Content starts
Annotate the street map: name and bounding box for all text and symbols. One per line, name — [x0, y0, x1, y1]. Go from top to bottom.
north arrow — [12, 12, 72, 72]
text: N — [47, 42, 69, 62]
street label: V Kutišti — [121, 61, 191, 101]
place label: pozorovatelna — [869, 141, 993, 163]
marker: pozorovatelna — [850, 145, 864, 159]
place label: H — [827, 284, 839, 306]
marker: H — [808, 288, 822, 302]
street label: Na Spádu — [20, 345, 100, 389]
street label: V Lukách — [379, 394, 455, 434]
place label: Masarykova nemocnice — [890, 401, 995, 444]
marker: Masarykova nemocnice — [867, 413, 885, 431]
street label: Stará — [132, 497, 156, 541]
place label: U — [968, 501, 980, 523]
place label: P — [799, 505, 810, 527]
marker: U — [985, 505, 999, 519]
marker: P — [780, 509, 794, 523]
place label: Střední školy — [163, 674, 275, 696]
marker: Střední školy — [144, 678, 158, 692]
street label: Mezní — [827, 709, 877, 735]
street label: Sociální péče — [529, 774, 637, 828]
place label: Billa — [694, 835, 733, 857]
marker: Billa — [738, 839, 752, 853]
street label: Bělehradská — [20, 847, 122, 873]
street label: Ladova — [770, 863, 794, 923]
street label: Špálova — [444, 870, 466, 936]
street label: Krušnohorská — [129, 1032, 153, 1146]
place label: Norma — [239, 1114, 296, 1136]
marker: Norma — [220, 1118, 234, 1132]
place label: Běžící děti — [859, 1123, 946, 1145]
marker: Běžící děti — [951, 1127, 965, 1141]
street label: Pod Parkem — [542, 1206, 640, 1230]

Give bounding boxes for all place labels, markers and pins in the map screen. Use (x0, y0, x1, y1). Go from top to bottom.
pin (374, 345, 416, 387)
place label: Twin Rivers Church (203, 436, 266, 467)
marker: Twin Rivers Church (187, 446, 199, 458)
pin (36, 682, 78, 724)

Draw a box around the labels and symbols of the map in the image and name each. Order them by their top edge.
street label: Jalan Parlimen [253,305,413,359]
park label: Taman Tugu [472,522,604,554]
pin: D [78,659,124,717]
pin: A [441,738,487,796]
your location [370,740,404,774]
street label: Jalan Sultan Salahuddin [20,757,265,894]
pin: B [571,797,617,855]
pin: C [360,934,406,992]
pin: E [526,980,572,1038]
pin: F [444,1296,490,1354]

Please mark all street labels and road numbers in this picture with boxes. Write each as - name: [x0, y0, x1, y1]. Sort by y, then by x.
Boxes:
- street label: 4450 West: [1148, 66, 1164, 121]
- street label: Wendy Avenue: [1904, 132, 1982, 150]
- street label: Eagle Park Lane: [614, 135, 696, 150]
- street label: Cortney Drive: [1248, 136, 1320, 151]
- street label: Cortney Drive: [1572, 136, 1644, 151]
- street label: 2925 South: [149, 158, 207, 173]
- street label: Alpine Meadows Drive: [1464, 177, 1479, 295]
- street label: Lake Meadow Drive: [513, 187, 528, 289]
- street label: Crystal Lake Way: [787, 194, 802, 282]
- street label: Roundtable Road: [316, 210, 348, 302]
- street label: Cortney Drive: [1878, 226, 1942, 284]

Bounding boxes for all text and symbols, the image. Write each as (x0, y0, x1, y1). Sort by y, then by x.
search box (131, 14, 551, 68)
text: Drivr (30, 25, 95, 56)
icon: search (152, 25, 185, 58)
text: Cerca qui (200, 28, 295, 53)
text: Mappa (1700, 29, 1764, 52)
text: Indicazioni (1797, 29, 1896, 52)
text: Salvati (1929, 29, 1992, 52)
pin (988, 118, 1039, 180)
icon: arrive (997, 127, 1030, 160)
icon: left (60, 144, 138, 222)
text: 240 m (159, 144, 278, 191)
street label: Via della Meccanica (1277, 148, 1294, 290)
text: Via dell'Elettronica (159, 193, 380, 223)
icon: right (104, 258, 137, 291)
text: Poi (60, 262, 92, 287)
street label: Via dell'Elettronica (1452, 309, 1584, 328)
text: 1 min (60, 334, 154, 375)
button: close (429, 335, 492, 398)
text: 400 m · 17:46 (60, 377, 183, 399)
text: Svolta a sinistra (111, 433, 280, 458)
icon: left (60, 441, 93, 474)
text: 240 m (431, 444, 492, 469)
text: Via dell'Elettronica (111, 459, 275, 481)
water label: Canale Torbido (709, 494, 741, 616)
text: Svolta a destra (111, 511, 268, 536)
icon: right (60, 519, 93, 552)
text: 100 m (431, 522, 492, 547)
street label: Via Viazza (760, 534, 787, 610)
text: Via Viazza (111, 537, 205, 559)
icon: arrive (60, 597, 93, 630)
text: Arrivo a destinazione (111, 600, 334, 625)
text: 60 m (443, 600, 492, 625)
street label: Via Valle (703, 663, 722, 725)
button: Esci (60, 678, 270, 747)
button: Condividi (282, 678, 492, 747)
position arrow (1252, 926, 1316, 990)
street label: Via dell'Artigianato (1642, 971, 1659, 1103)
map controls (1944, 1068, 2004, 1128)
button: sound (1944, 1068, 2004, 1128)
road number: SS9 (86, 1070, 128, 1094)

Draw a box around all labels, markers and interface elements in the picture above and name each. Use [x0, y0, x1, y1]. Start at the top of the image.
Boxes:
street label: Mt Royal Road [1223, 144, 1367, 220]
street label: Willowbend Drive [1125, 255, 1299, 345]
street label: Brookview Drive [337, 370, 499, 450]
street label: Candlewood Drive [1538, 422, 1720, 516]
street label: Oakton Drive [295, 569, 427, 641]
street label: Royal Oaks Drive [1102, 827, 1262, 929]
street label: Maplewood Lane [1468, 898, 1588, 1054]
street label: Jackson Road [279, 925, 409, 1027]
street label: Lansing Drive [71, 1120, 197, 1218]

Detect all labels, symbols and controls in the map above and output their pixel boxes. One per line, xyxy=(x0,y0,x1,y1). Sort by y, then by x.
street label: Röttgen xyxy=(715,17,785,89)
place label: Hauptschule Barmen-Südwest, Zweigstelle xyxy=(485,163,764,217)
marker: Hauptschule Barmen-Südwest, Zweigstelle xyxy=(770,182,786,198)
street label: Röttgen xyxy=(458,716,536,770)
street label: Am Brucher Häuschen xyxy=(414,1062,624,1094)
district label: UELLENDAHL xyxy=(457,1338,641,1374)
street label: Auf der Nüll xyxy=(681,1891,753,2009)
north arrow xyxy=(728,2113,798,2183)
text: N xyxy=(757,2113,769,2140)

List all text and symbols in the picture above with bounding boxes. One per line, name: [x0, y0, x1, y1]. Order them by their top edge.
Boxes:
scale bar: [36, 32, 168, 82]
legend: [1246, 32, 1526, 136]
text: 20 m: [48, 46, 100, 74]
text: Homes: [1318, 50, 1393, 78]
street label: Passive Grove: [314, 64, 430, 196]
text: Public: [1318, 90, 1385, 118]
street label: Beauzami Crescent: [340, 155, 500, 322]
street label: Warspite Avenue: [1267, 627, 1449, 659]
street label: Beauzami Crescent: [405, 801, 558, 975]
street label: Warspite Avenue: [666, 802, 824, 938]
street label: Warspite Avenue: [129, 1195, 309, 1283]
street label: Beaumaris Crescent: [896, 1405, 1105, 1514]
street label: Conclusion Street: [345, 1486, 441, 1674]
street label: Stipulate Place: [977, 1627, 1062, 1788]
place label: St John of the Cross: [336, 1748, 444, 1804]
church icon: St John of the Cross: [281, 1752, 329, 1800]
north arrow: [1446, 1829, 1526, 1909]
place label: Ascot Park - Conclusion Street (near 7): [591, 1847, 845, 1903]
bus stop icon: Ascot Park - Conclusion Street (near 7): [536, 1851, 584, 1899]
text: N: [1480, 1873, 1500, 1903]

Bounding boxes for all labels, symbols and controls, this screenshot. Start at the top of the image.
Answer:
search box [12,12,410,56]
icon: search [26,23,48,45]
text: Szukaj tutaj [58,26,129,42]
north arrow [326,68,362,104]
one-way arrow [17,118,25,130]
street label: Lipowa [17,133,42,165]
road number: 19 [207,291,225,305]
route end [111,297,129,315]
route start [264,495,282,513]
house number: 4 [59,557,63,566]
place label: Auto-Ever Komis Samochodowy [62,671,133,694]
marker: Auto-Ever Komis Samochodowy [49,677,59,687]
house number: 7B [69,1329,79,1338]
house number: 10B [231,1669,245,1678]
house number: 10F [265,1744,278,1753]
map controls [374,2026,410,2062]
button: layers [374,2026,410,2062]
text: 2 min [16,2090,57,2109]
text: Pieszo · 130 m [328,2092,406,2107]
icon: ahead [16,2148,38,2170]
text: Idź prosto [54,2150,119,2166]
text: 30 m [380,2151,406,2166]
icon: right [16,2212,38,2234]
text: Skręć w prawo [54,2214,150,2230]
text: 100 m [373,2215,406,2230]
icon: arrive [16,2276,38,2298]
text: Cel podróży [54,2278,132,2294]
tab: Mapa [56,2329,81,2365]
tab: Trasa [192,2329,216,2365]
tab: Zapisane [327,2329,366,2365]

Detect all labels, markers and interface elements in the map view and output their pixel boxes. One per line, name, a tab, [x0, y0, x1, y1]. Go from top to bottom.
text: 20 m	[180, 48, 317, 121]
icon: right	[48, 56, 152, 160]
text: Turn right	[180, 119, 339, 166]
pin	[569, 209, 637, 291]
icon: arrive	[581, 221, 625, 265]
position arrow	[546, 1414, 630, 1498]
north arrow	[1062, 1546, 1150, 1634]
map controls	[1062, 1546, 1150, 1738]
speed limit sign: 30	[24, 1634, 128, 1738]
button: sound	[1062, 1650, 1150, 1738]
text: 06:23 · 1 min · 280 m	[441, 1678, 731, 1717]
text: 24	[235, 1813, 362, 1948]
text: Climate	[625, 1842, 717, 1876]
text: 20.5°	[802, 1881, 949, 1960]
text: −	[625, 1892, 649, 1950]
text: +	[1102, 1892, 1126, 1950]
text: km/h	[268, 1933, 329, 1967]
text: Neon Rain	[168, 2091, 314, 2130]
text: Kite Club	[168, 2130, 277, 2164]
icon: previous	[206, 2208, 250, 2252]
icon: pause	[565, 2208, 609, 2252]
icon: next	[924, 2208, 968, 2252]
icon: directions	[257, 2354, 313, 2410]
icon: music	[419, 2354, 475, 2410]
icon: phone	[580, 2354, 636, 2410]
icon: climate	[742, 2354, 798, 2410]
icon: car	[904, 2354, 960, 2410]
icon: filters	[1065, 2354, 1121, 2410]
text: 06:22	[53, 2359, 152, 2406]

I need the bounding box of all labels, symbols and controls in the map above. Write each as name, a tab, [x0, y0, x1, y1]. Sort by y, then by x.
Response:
Content ends
• [Work order]: Write out every line of the preceding listing that contains "this".

• [Response to the exercise]:
Please mark all street labels and road numbers in this picture with boxes. Write each as - name: [x0, y0, x1, y1]. Sort by y, then by x.
Bounding boxes for all labels, symbols and controls, this screenshot. Start at the top of the image.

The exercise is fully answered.